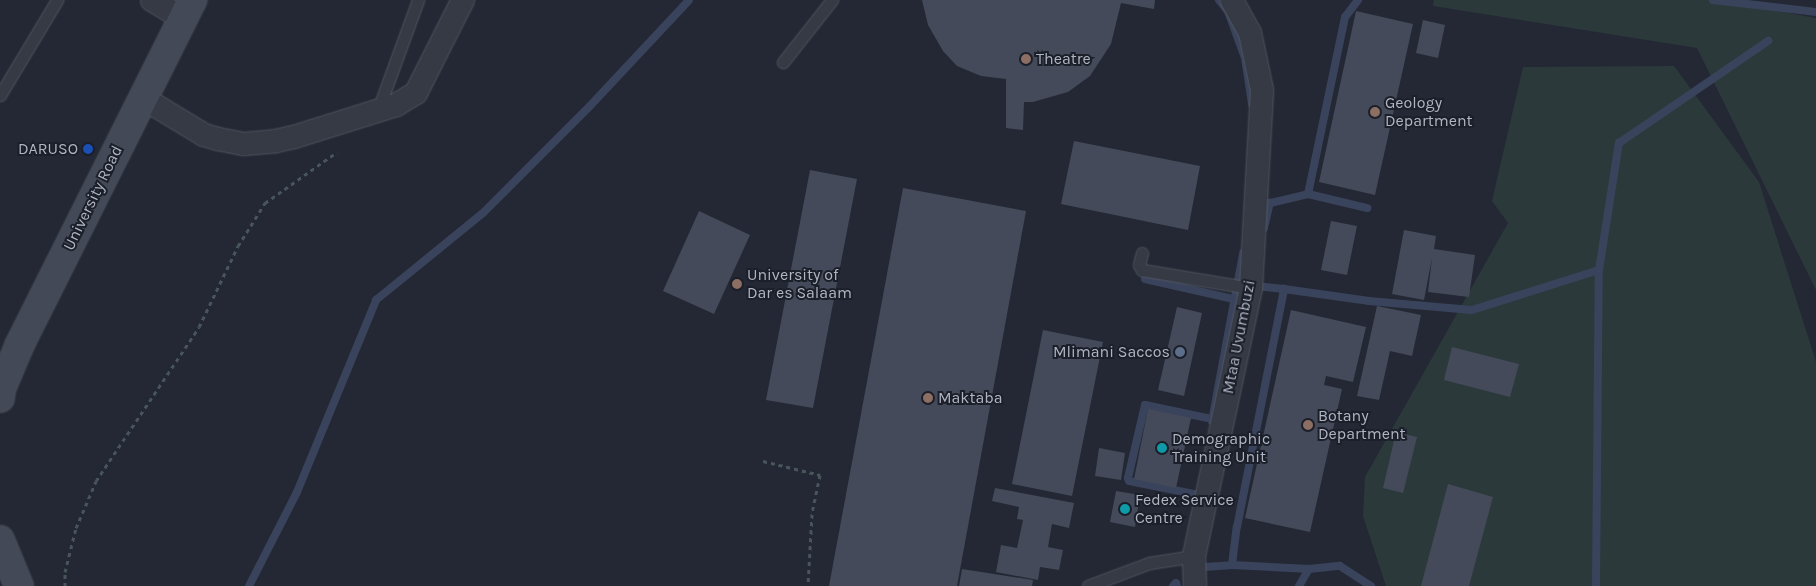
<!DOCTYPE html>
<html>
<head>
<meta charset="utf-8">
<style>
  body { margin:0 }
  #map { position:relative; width:1816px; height:586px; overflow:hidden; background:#232834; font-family:Karla,sans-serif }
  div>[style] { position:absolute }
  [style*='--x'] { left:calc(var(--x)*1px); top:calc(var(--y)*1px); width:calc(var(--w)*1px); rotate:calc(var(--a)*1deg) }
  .green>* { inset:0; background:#2b393b }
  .stream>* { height:8px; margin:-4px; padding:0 4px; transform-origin:4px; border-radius:4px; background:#3a435c }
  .building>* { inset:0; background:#444a59 }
  .path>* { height:3px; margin-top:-1.5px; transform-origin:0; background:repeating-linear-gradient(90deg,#48555a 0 4px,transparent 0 8px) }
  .roads { filter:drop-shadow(0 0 1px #505560) drop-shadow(0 0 1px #505560) }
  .lane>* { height:11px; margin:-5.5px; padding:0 5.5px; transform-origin:5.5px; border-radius:5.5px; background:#363a45 }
  .street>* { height:22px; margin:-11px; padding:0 11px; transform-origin:11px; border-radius:11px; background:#363a45 }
  .secondary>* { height:28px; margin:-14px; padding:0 14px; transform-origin:14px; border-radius:14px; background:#444958 }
  .dots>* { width:14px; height:14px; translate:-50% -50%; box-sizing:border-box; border:2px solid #1b1f2a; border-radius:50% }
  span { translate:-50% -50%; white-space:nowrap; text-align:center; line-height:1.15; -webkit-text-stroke:4px #1b1f2a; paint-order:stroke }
  .poi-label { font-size:16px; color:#b0b5c2 }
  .left { translate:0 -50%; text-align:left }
  .right { translate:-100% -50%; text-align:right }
  .street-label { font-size:16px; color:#b0b5c2 }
</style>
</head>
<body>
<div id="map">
  <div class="green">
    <i style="clip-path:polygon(1434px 0,1713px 0,1816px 18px,1816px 290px,1697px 48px,1433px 6px)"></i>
    <i style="clip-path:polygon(1674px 66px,1759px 182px,1816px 362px,1816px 586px,1386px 586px,1363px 516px,1365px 477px,1508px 223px,1492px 201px,1523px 67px)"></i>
  </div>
  <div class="stream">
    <i style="--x:1219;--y:0;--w:14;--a:51"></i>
    <i style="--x:1228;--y:11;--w:50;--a:70.1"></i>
    <i style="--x:1245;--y:58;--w:47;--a:81.3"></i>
    <i style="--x:1358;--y:0;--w:21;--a:127"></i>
    <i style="--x:1345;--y:17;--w:181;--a:101.8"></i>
    <i style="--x:1308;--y:194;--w:61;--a:13.3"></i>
    <i style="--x:1713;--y:0;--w:104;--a:6.6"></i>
    <i style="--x:1264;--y:228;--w:26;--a:-77"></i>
    <i style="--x:1270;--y:203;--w:39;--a:-13"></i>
    <i style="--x:1145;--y:279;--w:90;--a:12.8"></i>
    <i style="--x:1257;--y:283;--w:3;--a:108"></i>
    <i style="--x:1256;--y:286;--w:28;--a:6"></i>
    <i style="--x:1212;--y:421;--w:171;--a:-79.5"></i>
    <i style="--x:1199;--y:495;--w:71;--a:-168.7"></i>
    <i style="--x:1129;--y:481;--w:3;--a:-108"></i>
    <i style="--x:1128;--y:478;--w:75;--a:-76.9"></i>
    <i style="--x:1145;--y:405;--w:68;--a:11.8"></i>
    <i style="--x:1232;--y:565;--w:38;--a:-83"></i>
    <i style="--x:1237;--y:527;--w:243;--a:-78.8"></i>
    <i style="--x:1284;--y:289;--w:86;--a:8"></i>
    <i style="--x:1369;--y:301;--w:103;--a:5"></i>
    <i style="--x:1472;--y:310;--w:133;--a:-17.5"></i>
    <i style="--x:1205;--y:567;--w:27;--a:-4"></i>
    <i style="--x:1232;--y:565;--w:77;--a:3"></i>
    <i style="--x:1309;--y:569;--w:31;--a:-6"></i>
    <i style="--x:1340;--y:566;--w:37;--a:33"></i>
    <i style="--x:249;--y:586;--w:106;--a:-62.9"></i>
    <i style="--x:297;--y:492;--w:208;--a:-67.6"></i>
    <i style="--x:376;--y:300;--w:138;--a:-39.1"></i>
    <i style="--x:483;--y:213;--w:150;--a:-45"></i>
    <i style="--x:589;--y:107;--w:146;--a:-46.9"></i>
    <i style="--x:1173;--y:586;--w:4;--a:-45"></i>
    <i style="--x:1176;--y:583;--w:3;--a:72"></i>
    <i style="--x:1299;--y:586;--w:20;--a:-60"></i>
    <i style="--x:1596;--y:586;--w:316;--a:-89.5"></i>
    <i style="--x:1599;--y:270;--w:129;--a:-81.1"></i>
    <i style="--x:1619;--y:143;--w:181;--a:-34.4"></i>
  </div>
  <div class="building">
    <i style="clip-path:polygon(922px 0,1155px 0,1154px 9px,1121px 3px,1111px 44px,1090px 76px,1068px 92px,1033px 102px,1024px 102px,1023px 130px,1006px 128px,1006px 79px,981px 76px,957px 66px,943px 51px,928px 25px)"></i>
    <i style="clip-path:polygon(1356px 11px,1413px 24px,1375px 195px,1319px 182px)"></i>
    <i style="clip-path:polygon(1423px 20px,1445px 25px,1438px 58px,1416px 53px)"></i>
    <i style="clip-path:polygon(1074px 141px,1200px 166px,1188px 230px,1061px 204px)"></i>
    <i style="clip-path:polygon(810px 170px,857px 179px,813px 408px,766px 400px)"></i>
    <i style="clip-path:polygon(903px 188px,1026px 211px,957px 586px,829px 586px)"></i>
    <i style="clip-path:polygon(699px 211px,750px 235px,714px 314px,663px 291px)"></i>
    <i style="clip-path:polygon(1331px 221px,1357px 226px,1347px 275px,1321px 270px)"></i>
    <i style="clip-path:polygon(1404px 230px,1436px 236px,1434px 249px,1475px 255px,1469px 297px,1428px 292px,1432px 258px,1424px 300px,1392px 294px)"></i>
    <i style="clip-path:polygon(1377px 306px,1421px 315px,1412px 356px,1390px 351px,1379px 400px,1357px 396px)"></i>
    <i style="clip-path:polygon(1177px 307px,1202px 313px,1184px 396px,1158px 390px)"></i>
    <i style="clip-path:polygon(1291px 310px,1366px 327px,1353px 382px,1326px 376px,1324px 385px,1342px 389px,1310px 532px,1245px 518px)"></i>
    <i style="clip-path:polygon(1043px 330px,1103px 342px,1072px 496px,1012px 484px)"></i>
    <i style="clip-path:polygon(1452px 347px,1519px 364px,1510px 397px,1444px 380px)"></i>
    <i style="clip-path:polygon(1148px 409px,1191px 418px,1176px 488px,1134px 479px)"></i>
    <i style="clip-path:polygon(1396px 432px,1417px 437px,1403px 493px,1383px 488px)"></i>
    <i style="clip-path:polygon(1099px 448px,1125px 453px,1121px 480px,1095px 476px)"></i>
    <i style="clip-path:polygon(1448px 484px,1493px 497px,1469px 586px,1421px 586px)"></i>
    <i style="clip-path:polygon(995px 488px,1074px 503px,1069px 528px,1052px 524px,1048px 547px,1063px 550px,1059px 570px,1040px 567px,1038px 580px,996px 572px,1001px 545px,1017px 548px,1023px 520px,1017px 519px,1019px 507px,992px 501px)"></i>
    <i style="clip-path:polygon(1116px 491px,1140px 495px,1135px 527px,1110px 522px)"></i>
    <i style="clip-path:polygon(962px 569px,1033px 580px,1032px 586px,959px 586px)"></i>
  </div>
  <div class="path">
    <i style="--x:763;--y:461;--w:59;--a:13.8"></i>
    <i style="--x:820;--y:475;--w:40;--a:102"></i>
    <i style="--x:812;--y:514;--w:72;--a:93.2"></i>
    <i style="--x:65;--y:586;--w:14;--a:-90"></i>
    <i style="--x:65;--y:572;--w:45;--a:-76"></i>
    <i style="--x:76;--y:528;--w:51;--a:-66.9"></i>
    <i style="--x:96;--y:481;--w:185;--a:-56.2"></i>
    <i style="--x:199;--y:327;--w:90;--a:-64.3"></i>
    <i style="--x:238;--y:246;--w:51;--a:-57.9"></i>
    <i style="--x:265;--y:203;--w:88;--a:-35.3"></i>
  </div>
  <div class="roads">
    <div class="lane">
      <i style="--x:783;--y:62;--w:79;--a:-51.7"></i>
      <i style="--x:0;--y:95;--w:111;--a:-59"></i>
      <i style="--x:378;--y:110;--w:117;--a:-70"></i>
      <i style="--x:1142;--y:253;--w:12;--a:104"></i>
      <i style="--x:1139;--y:265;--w:6;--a:59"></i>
      <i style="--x:1142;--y:270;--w:110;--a:9.4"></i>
      <i style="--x:1088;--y:586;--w:65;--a:-20.7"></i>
      <i style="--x:1149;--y:563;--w:46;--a:-8.8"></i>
    </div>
    <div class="street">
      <i style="--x:152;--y:0;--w:35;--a:31"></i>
      <i style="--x:143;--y:98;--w:71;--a:31.2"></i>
      <i style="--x:204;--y:135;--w:15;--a:16"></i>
      <i style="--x:218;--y:139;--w:26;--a:11"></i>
      <i style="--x:244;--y:144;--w:32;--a:-5"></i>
      <i style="--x:276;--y:141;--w:18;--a:-13"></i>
      <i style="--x:294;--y:137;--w:107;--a:-17.4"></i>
      <i style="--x:396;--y:105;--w:23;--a:-31"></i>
      <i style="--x:416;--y:93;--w:104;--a:-63.2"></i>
      <i style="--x:1195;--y:586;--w:30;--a:-92"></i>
      <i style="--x:1194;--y:556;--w:274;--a:-78"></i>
      <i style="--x:1251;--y:288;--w:198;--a:-86.8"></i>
      <i style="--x:1262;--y:90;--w:58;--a:-101.9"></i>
      <i style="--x:1250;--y:33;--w:38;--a:-119"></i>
    </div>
    <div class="secondary">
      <i style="--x:0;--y:398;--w:9;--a:-84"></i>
      <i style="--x:1;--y:389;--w:49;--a:-67.1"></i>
      <i style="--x:20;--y:344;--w:385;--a:-63.4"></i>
      <i style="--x:0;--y:540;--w:50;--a:67.6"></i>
    </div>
  </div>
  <div class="dots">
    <i style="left:1026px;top:59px;background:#8d6e63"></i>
    <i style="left:1375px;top:112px;background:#8d6e63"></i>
    <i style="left:88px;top:149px;background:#1a4fb4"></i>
    <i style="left:737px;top:284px;background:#8d6e63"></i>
    <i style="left:1180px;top:352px;background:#5c6f8a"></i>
    <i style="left:928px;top:398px;background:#8d6e63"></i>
    <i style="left:1308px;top:425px;background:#8d6e63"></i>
    <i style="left:1162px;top:448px;background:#0f9aa8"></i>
    <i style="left:1125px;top:509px;background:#0f9aa8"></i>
  </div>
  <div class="poi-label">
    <span class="left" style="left:1036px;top:59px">Theatre</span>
    <span class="left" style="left:1385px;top:112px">Geology<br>Department</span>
    <span class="right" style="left:78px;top:149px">DARUSO</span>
    <span class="left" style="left:747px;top:284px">University of<br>Dar es Salaam</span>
    <span class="right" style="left:1170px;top:352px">Mlimani Saccos</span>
    <span class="left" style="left:938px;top:398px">Maktaba</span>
    <span class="left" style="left:1318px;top:425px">Botany<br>Department</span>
    <span class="left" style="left:1172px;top:448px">Demographic<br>Training Unit</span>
    <span class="left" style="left:1135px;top:509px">Fedex Service<br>Centre</span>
  </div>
  <div class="street-label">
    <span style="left:93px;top:198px;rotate:-64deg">University Road</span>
    <span style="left:1239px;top:337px;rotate:-79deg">Mtaa Uvumbuzi</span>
  </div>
</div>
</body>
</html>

◆ Exercise brief
Starting at the first line of the material above and ending with the line that contains "filter:drop-shadow(0 0 1px", reproduce every line exactly, and leave out the pictures.

◆ Output for this exercise
<!DOCTYPE html>
<html>
<head>
<meta charset="utf-8">
<style>
  body { margin:0 }
  #map { position:relative; width:1816px; height:586px; overflow:hidden; background:#232834; font-family:Karla,sans-serif }
  div>[style] { position:absolute }
  [style*='--x'] { left:calc(var(--x)*1px); top:calc(var(--y)*1px); width:calc(var(--w)*1px); rotate:calc(var(--a)*1deg) }
  .green>* { inset:0; background:#2b393b }
  .stream>* { height:8px; margin:-4px; padding:0 4px; transform-origin:4px; border-radius:4px; background:#3a435c }
  .building>* { inset:0; background:#444a59 }
  .path>* { height:3px; margin-top:-1.5px; transform-origin:0; background:repeating-linear-gradient(90deg,#48555a 0 4px,transparent 0 8px) }
  .roads { filter:drop-shadow(0 0 1px #505560) drop-shadow(0 0 1px #505560) }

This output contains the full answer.